The Fabian playbook is essentially this: 1. Exercise self-discipline, subduing your passion for quick victory. Refuse to fight a stronger foe on its own terms. 2. Keep your alliances robust, supplementing your strength. 3. Tend to the home front, sustaining political unity for a prolonged struggle while husbanding the sinews of national power. And 4. be patient. Let the foe exhaust its fervor over time, yielding an acceptable peace.

It’s likely Fabius would have smiled at Manila’s courtroom triumph. It’s precisely the sort of stratagem he would have deployed when confronting a power mismatch. Unable to dissuade a muscle-bound China through diplomatic persuasion or overpower it through economic or military might, Philippine officials took their case to the International Tribunal for the Law of the Sea (UNCLOS), which last month struck down Beijing’s claim to de facto ownership of most of the South China Sea—including much of the Philippine “exclusive economic zone” (EEZ), the offshore belt of sea where coastal states enjoy exclusive rights to harvest natural resources from the water and seafloor. Most strikingly, the jurists pronounced Beijing’s map of Southeast Asia, which bears a “nine-dash line” enclosing most of the South China Sea and delineating waters where China claims “indisputable sovereignty,” as bunk.
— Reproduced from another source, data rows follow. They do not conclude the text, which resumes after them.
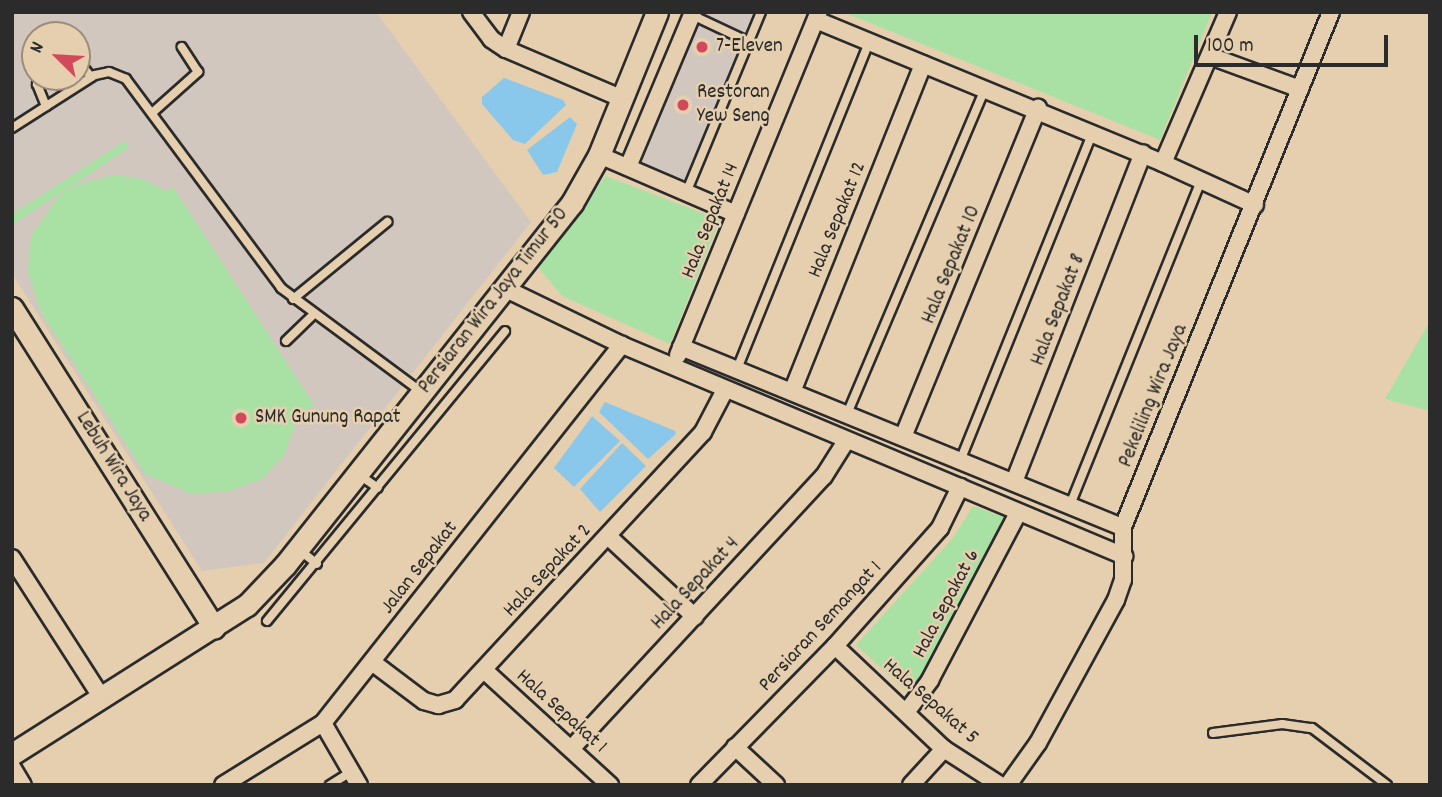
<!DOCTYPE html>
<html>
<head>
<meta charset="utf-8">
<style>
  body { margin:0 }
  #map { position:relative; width:1442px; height:797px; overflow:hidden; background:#e5cfae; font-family:Dekko,sans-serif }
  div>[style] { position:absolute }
  .built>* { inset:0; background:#d2c7be }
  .green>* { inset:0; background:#a9e1a5 }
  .water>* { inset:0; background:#89c8ea }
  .roads { filter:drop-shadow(2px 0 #2b2b2b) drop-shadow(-2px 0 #2b2b2b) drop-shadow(0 2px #2b2b2b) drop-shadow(0 -2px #2b2b2b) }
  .lane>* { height:8px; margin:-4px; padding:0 4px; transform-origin:4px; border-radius:4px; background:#e5cfae }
  .street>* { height:16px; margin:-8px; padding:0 8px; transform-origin:8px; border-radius:8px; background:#e5cfae }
  .secondary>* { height:21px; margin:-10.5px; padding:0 10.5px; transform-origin:10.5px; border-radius:10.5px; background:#e5cfae }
  .dots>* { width:19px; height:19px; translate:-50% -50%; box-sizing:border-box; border:4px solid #e5cfae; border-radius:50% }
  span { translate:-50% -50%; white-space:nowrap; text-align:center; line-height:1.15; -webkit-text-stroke:5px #e5cfae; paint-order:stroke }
  .poi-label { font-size:21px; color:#2b2b2b }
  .left { translate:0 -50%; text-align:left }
  .street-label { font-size:21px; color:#2b2b2b }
  .frame { position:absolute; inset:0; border:14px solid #2b2b2b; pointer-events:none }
  .north { position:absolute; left:21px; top:21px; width:70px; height:70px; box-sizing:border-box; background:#e5cfae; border:2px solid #9b8d7a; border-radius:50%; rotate:294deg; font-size:19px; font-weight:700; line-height:28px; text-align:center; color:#2b2b2b }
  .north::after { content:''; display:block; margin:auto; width:24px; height:32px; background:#d1495b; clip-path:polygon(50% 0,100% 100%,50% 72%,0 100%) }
  .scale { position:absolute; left:1194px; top:35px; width:194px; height:32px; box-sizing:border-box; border:4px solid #2b2b2b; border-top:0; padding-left:9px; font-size:21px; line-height:24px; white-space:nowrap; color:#2b2b2b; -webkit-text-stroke:5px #e5cfae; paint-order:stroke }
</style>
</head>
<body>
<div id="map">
  <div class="built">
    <i style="clip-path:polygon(evenodd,12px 12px,376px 12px,531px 222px,264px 563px,202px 571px,12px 274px,12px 12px,35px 35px,77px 35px,77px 77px,35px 77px,35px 35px)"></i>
    <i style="clip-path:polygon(692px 12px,759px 12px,684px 191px,628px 167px)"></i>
  </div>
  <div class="green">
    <i style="clip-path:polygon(843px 12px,1212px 12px,1160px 140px)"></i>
    <i style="clip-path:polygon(125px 141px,129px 148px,12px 225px,12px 214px)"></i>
    <i style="clip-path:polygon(113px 175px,140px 178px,166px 191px,173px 187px,314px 405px,298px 416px,284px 456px,262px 479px,230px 491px,192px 494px,145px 474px,41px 312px,28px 272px,31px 236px,59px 196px,75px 185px)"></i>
    <i style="clip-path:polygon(606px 176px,720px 220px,670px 344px,562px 296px,536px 265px)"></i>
    <i style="clip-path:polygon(1430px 321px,1430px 411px,1385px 399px)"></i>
    <i style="clip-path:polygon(973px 506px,1009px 519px,914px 698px,856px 645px,953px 538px)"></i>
  </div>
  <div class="water">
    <i style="clip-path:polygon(504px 78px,563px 100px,566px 105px,525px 144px,513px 140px,482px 104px,482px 97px)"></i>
    <i style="clip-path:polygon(570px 117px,577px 124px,557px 172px,543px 175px,527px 150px)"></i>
    <i style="clip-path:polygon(605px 402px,675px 431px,676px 434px,648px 459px,599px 412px)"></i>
    <i style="clip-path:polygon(592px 416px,620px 441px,574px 487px,554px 468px)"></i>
    <i style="clip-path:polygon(622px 443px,646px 466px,600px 512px,580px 489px)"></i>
  </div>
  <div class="roads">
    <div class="lane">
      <i style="left:692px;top:15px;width:63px;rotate:25.3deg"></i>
      <i style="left:77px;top:59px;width:23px;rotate:52deg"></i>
      <i style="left:40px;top:77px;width:8px;rotate:113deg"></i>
      <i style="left:37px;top:84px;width:24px;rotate:68deg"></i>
      <i style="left:152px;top:113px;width:62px;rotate:-41.7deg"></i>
      <i style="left:198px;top:72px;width:30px;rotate:-123deg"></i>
      <i style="left:12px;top:128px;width:98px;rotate:-32.6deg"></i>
      <i style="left:95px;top:75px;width:14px;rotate:-12deg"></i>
      <i style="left:109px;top:72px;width:18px;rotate:22deg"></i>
      <i style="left:126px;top:79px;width:260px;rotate:53.4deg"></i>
      <i style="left:281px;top:288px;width:173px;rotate:36.5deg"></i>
      <i style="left:686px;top:193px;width:196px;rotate:-67.5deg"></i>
      <i style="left:293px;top:299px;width:122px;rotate:-39.3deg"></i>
      <i style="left:286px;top:341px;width:39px;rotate:-44deg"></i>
      <i style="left:737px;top:369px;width:352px;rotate:-68deg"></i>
      <i style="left:847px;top:414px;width:353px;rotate:-67deg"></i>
      <i style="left:960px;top:461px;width:355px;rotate:-68deg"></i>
      <i style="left:358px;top:474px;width:24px;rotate:35deg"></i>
      <i style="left:1070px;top:505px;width:349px;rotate:-68deg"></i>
      <i style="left:298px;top:549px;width:24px;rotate:38deg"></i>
      <i style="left:267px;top:621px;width:375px;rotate:-50.6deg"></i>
      <i style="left:1213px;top:733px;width:70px;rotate:-7.4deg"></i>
      <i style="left:1282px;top:724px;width:30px;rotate:8deg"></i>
      <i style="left:1312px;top:728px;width:94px;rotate:37.2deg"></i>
      <i style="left:330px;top:785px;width:25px;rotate:-32deg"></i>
    </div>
    <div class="street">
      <i style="left:471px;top:12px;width:34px;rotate:53deg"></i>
      <i style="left:491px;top:39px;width:18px;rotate:34deg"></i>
      <i style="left:506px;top:49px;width:125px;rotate:23.1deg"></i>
      <i style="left:816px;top:20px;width:375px;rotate:22.4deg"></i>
      <i style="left:1163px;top:163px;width:164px;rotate:-66.7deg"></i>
      <i style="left:506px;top:49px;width:40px;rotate:-68deg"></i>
      <i style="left:1210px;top:56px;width:96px;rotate:20.1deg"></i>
      <i style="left:599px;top:155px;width:149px;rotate:23.3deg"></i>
      <i style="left:1163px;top:163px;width:101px;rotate:24.5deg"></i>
      <i style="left:628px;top:167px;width:168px;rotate:-67.2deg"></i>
      <i style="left:506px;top:289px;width:129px;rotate:25.8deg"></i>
      <i style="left:622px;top:345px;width:545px;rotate:22.8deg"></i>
      <i style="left:681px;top:347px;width:477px;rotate:22.2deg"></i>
      <i style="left:678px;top:355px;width:371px;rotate:-67.7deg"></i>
      <i style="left:792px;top:392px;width:353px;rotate:-68.2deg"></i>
      <i style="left:903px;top:437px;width:356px;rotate:-67.7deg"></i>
      <i style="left:1014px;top:482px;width:353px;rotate:-68.6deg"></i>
      <i style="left:609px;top:537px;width:117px;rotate:42.9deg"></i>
      <i style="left:12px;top:558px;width:166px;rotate:57.3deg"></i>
      <i style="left:835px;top:646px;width:150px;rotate:43.4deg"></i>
      <i style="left:944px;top:749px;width:67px;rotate:32.7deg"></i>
      <i style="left:372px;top:662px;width:65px;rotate:36.9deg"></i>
      <i style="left:424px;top:701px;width:15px;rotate:16deg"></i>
      <i style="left:438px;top:705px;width:18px;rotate:-16deg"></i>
      <i style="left:455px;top:700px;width:365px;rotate:-47.2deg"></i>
      <i style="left:703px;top:432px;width:47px;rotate:-62.4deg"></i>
      <i style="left:484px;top:670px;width:171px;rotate:42.4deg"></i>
      <i style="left:907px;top:711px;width:39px;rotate:-53deg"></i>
      <i style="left:930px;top:680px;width:189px;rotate:-62.2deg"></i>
      <i style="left:323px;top:723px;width:72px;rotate:59.9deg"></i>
      <i style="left:735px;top:747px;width:56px;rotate:42.8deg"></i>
      <i style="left:571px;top:749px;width:372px;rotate:-47.2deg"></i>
      <i style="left:824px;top:476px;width:41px;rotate:-57.8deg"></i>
      <i style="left:12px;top:767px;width:21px;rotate:59deg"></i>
      <i style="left:223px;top:785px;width:118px;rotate:-31.8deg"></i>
      <i style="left:323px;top:723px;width:482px;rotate:-51.7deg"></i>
      <i style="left:699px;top:785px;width:194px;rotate:-45.6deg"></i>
      <i style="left:835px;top:646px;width:158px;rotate:-48.3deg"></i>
      <i style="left:940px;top:528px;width:46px;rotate:-64deg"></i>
      <i style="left:911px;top:785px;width:49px;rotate:-47.5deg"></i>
      <i style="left:1008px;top:785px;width:52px;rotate:-54.5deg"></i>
      <i style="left:1038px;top:743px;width:163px;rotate:-61.4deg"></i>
      <i style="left:1116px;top:600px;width:21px;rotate:-71deg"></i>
      <i style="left:1123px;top:580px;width:53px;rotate:-90deg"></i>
      <i style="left:1123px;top:527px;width:555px;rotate:-68.01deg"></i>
    </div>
    <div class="secondary">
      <i style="left:12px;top:308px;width:378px;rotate:57.7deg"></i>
      <i style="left:12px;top:754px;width:278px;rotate:-32.4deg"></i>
      <i style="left:247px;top:605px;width:55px;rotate:-46.5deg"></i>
      <i style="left:285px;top:565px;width:462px;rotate:-51.6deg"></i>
      <i style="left:572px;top:203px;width:55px;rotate:-60.6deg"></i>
      <i style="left:599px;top:155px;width:154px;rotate:-67.9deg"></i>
    </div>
  </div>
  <div class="dots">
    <i style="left:702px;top:47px;background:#d1495b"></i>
    <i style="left:683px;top:105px;background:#d1495b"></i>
    <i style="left:241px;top:418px;background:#d1495b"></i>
  </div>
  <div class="poi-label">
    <span class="left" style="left:716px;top:47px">7-Eleven</span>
    <span class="left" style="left:697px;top:105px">Restoran<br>Yew Seng</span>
    <span class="left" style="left:255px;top:418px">SMK Gunung Rapat</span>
  </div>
  <div class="street-label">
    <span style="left:838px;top:220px;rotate:-68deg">Hala Sepakat 12</span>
    <span style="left:711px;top:221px;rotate:-68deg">Hala Sepakat 14</span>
    <span style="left:952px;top:265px;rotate:-68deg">Hala Sepakat 10</span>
    <span style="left:494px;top:301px;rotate:-52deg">Persiaran Wira Jaya Timur 50</span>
    <span style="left:1059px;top:310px;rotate:-69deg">Hala Sepakat 8</span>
    <span style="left:1154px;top:396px;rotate:-68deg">Pekeliling Wira Jaya</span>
    <span style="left:113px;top:467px;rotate:58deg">Lebuh Wira Jaya</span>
    <span style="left:420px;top:568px;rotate:-52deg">Jalan Sepakat</span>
    <span style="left:548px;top:571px;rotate:-47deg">Hala Sepakat 2</span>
    <span style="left:696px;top:584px;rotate:-47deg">Hala Sepakat 4</span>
    <span style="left:947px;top:604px;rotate:-62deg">Hala Sepakat 6</span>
    <span style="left:821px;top:627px;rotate:-47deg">Persiaran Semangat 1</span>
    <span style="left:930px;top:702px;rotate:41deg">Hala Sepakat 5</span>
    <span style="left:561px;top:712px;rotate:42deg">Hala Sepakat 1</span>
  </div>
  <div class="frame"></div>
  <div class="north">N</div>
  <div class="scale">100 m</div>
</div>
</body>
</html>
Under the doctrine of indisputable sovereignty, China would make the rules governing seaborne endeavors in the South China Sea. The logic behind China’s stance was simple: the warrior who does battle on unfamiliar ground fights at a marked disadvantage relative to the warrior fighting on home ground. China wants to keep prospective foes like the U.S. Navy from knowing the theater’s physical terrain and underwater geography, and to keep them from working with Southeast Asian allies before the outbreak of war. If successful, it can cripple its rivals operationally.